Second, it was found heroin paired CSs enhanced object location memory equally in both experimental groups. In fact, in those that self-administered heroin, exposure to contextual cues during the first extinction session (Fig. 3, panel A) and exposure to the contextual cues plus response-contingent light CS during reinstatement (Fig. 4, panel A) elevated responding on the active lever and enhanced object location memory (Figs. 3 and 4, panel C). Similarly, although no comparable effects were observed on active lever responding, the effects on object location memory were identical in the yoked group. Overall, these findings confirm our previous observation that a heroin-paired CS can significantly modulate memory formation in rats [10], and further indicate that the mode of administration plays a minor role in this effect, presumably because Pavlovian conditioning occurs in both self-administering and yoked groups. This assertion is further supported by the observation that context-induced modulation of object memory was not observed after 6 extinction sessions (Fig. 3, panel D). That is, repeated exposure to the contextual heroin CS in the absence of heroin not only significantly decreased operant responding in self-administering rats, but also eliminated the CS effect on memory in both self-administering and yoked groups. As far as we know, this is the first demonstration that conditioned memory modulation follows Pavlovian principles such as extinction [48].

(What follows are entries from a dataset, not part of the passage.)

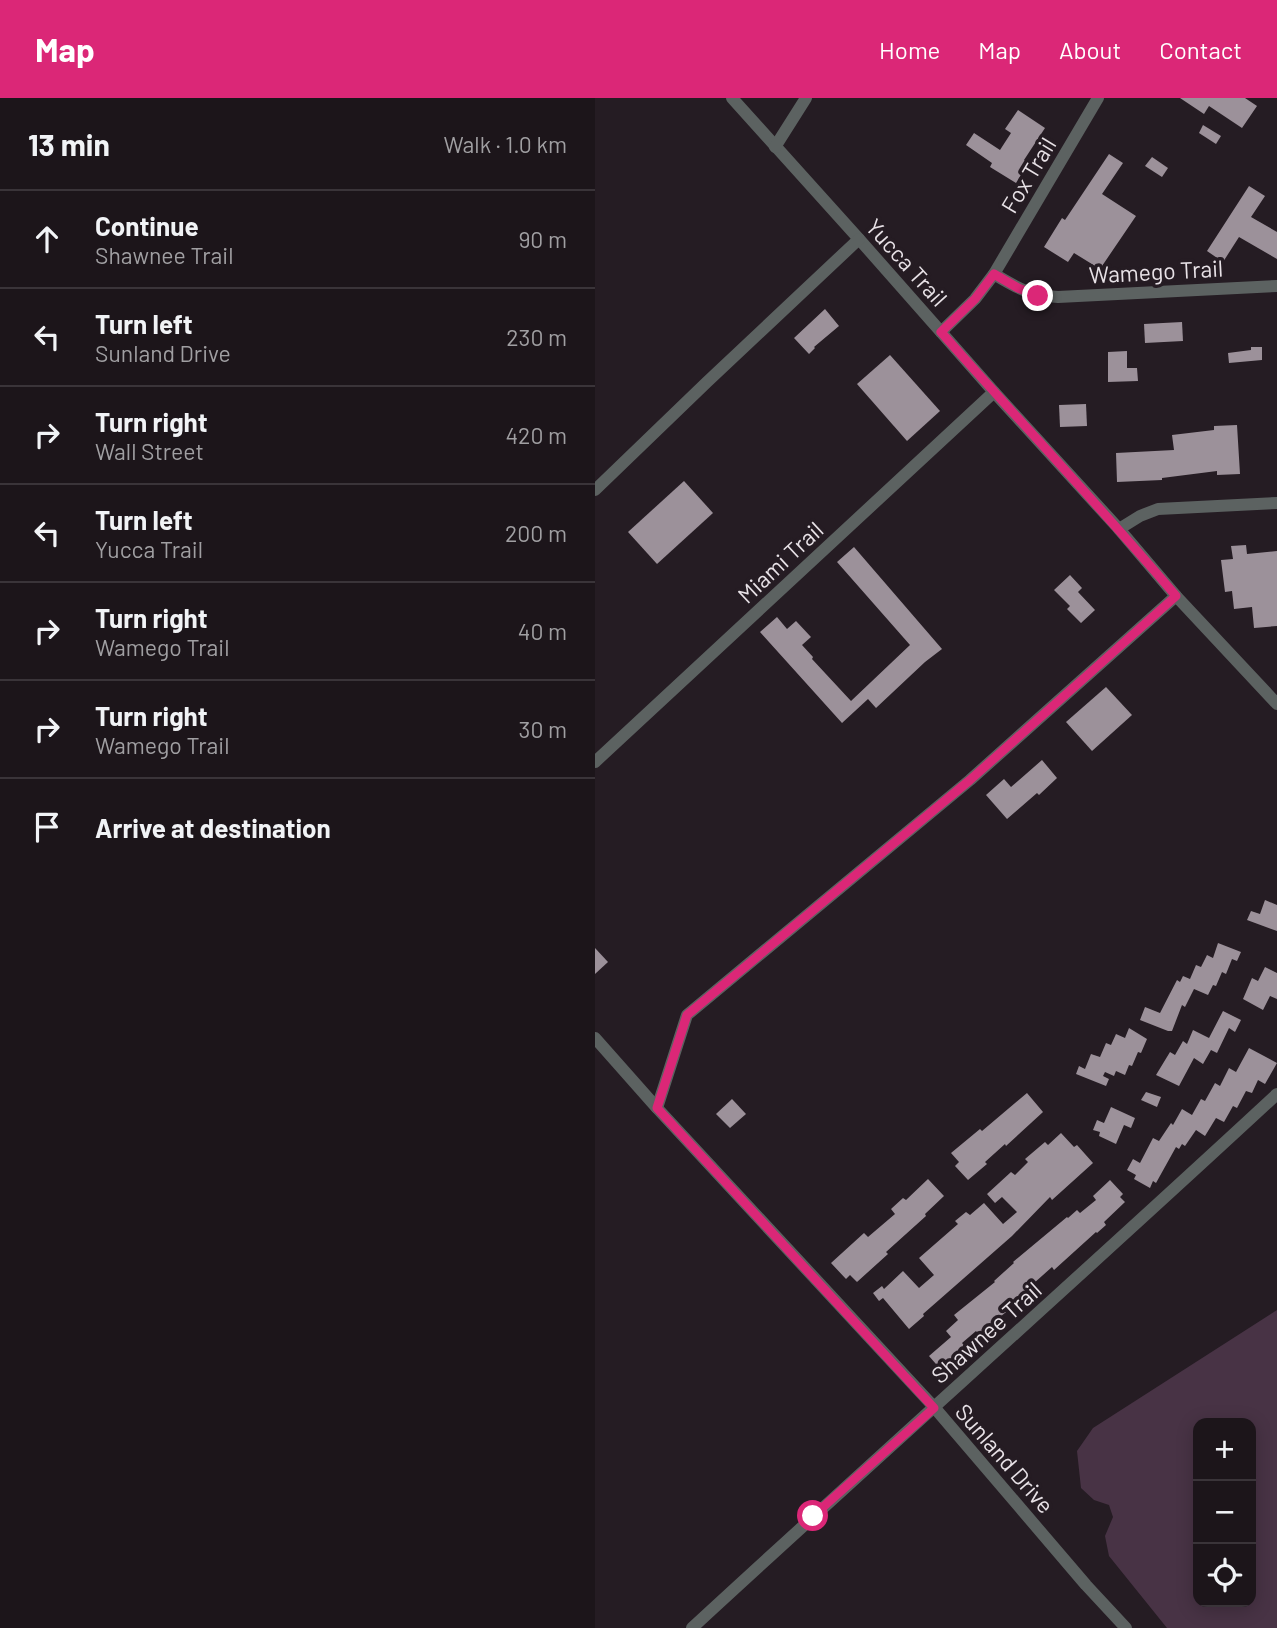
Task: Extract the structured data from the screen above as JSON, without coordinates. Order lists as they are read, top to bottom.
{
  "streets": {
    "street": [
      "Fox Trail",
      "Yucca Trail",
      "Wamego Trail",
      "Miami Trail",
      "Shawnee Trail",
      "Sunland Drive"
    ]
  },
  "crossings": [
    ["Fox Trail", "Wamego Trail"],
    ["Yucca Trail", "Miami Trail"],
    ["Shawnee Trail", "Sunland Drive"]
  ],
  "page": {
    "header": "Map",
    "nav": [
      "Home",
      "Map",
      "About",
      "Contact"
    ],
    "heading": ["13 min", "Walk · 1.0 km"],
    "list": [
      ["Continue", "Shawnee Trail", "90 m"],
      ["Turn left", "Sunland Drive", "230 m"],
      ["Turn right", "Wall Street", "420 m"],
      ["Turn left", "Yucca Trail", "200 m"],
      ["Turn right", "Wamego Trail", "40 m"],
      ["Turn right", "Wamego Trail", "30 m"],
      "Arrive at destination"
    ],
    "map_buttons": ["+", "−"]
  }
}
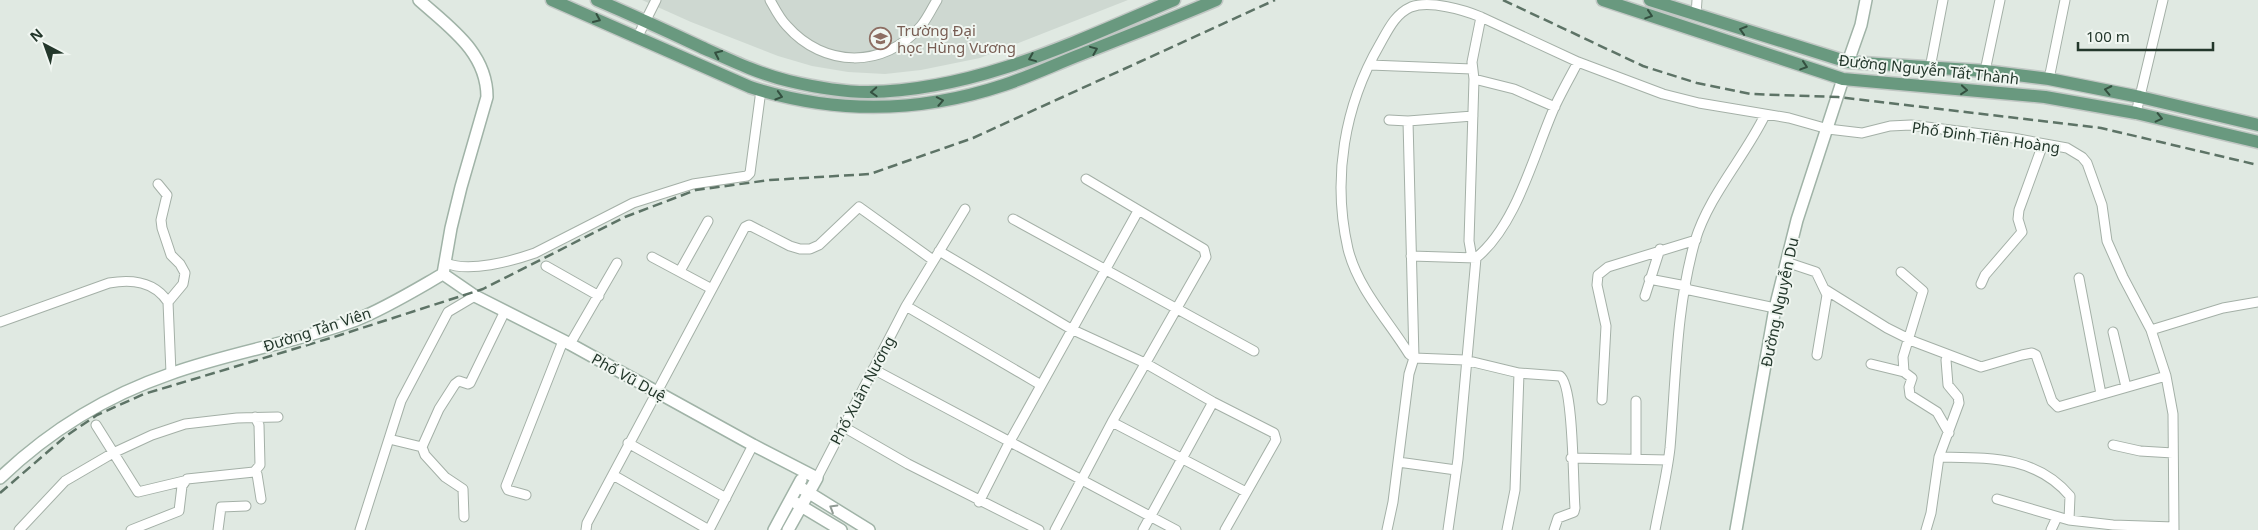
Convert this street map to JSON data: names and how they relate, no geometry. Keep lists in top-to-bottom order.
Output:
{
  "streets": {
    "main road": ["Đường Nguyễn Tất Thành"],
    "street": [
      "Phố Đinh Tiên Hoàng",
      "Đường Nguyễn Du",
      "Đường Tản Viên",
      "Phố Vũ Duệ",
      "Phố Xuân Nương"
    ]
  },
  "crossings": [
    ["Đường Nguyễn Tất Thành", "Đường Nguyễn Du"],
    ["Phố Đinh Tiên Hoàng", "Đường Nguyễn Du"],
    ["Đường Tản Viên", "Phố Vũ Duệ"],
    ["Phố Vũ Duệ", "Phố Xuân Nương"]
  ],
  "places": {
    "school or university": ["Trường Đại học Hùng Vương"]
  },
  "scale_bar": "100 m",
  "north": "top left"
}
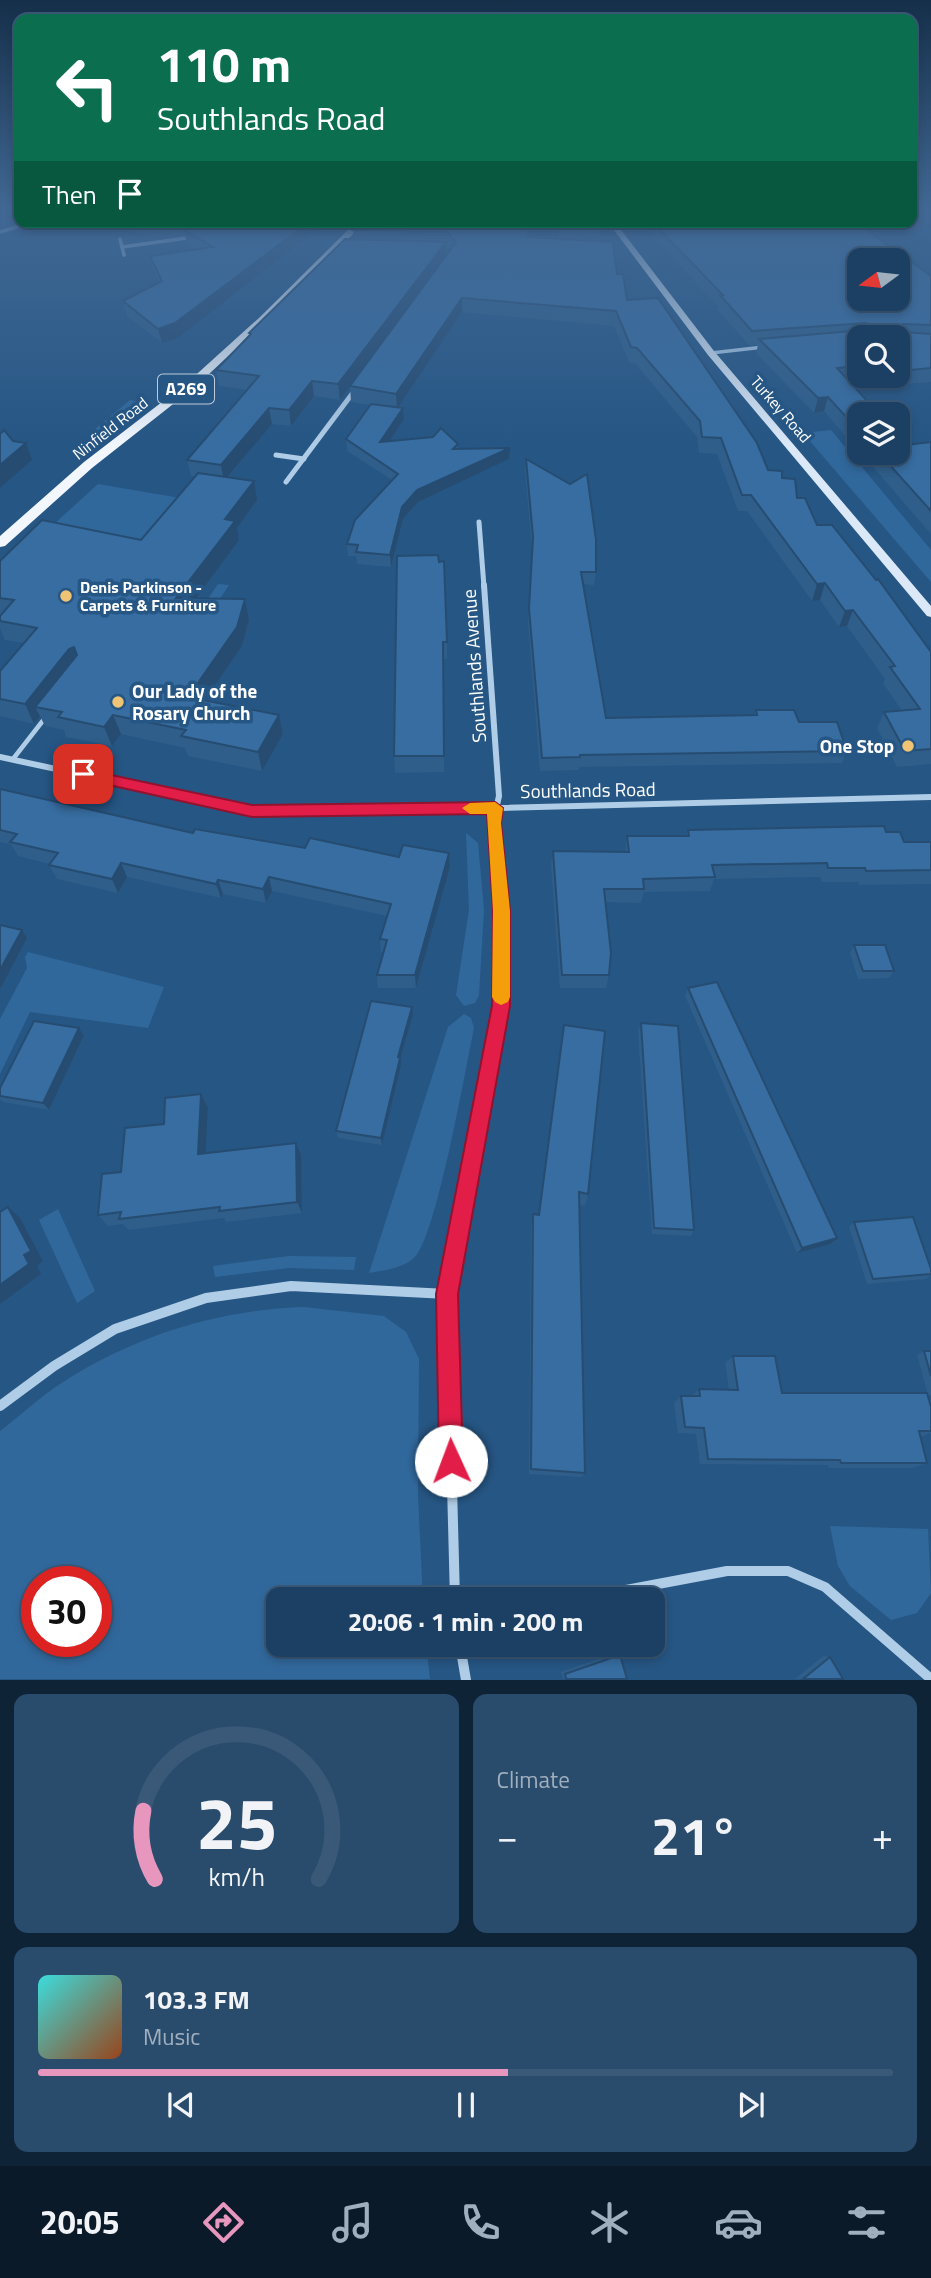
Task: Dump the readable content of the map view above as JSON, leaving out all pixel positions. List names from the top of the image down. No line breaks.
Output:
{"streets":{"main road":["A269","Ninfield Road"],"street":["Turkey Road","Southlands Avenue","Southlands Road"]},"crossings":[["Southlands Avenue","Southlands Road"]],"places":["Denis Parkinson - Carpets & Furniture","Our Lady of the Rosary Church","One Stop"],"north":"left","page":{"turn":["110 m","Southlands Road"],"then":"Then","limit":"30","trip":"20:06 · 1 min · 200 m","tile":"Climate","heat":["−","21°","+"],"song":["103.3 FM","Music"],"tabs":"20:05","gauge":["25","km/h"]}}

This is the first study in rats that attempted to establish a role for the mode of administration in the effects of heroin and heroin-paired cues on memory consolidation. Admittedly, object location memory could have been tested at other stages of drug exposure, other memory tasks could have been employed revealing different opiate effects on memory consolidation [49–53], different heroin doses or schedules could have been used, and the study could have also included female animals. Notwithstanding these limitations, our data reveal an interesting interaction between the pharmacological effect of heroin and environmental cues in determining their shared effects on cognitive process. That is, heroin’s action on memory formation may be dependent on how the drug is received and may change over repeated administration. However, our data also clearly indicate that a significant level of conditioning occurs to a variety of cues present during drug exposure regardless of how the drug is administered, and these cues have reliable and predictable effects on memory consolidation processes.